━━━━━ LISTED RECORDS ━━━━━

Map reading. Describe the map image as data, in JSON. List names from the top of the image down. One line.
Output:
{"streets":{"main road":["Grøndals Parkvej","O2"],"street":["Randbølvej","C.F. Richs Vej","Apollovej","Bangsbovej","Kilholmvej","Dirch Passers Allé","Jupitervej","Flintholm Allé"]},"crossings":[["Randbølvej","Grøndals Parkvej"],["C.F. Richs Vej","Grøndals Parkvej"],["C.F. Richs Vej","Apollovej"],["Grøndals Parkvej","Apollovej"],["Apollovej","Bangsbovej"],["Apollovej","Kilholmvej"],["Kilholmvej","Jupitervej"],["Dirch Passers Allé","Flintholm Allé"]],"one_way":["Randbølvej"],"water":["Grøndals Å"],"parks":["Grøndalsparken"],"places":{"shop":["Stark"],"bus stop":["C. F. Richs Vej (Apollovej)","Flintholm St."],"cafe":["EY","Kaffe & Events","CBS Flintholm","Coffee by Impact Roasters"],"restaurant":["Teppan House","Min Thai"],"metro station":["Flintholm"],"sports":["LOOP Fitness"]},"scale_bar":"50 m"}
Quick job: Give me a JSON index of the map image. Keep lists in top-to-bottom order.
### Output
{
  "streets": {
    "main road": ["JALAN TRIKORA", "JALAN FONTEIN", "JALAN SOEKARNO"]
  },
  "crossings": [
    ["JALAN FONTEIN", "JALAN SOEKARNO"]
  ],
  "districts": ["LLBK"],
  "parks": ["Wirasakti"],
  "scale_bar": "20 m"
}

━━━━━

[ABOUT THIS EXERCISE] Please reproduce the listing exactly, keeping every line as it is.

[EXERCISE SOLUTION]
Map reading. Describe the map image as data, in JSON. List names from the top of the image down. One line.
Output:
{"streets":{"main road":["Grøndals Parkvej","O2"],"street":["Randbølvej","C.F. Richs Vej","Apollovej","Bangsbovej","Kilholmvej","Dirch Passers Allé","Jupitervej","Flintholm Allé"]},"crossings":[["Randbølvej","Grøndals Parkvej"],["C.F. Richs Vej","Grøndals Parkvej"],["C.F. Richs Vej","Apollovej"],["Grøndals Parkvej","Apollovej"],["Apollovej","Bangsbovej"],["Apollovej","Kilholmvej"],["Kilholmvej","Jupitervej"],["Dirch Passers Allé","Flintholm Allé"]],"one_way":["Randbølvej"],"water":["Grøndals Å"],"parks":["Grøndalsparken"],"places":{"shop":["Stark"],"bus stop":["C. F. Richs Vej (Apollovej)","Flintholm St."],"cafe":["EY","Kaffe & Events","CBS Flintholm","Coffee by Impact Roasters"],"restaurant":["Teppan House","Min Thai"],"metro station":["Flintholm"],"sports":["LOOP Fitness"]},"scale_bar":"50 m"}
Quick job: Give me a JSON index of the map image. Keep lists in top-to-bottom order.
### Output
{
  "streets": {
    "main road": ["JALAN TRIKORA", "JALAN FONTEIN", "JALAN SOEKARNO"]
  },
  "crossings": [
    ["JALAN FONTEIN", "JALAN SOEKARNO"]
  ],
  "districts": ["LLBK"],
  "parks": ["Wirasakti"],
  "scale_bar": "20 m"
}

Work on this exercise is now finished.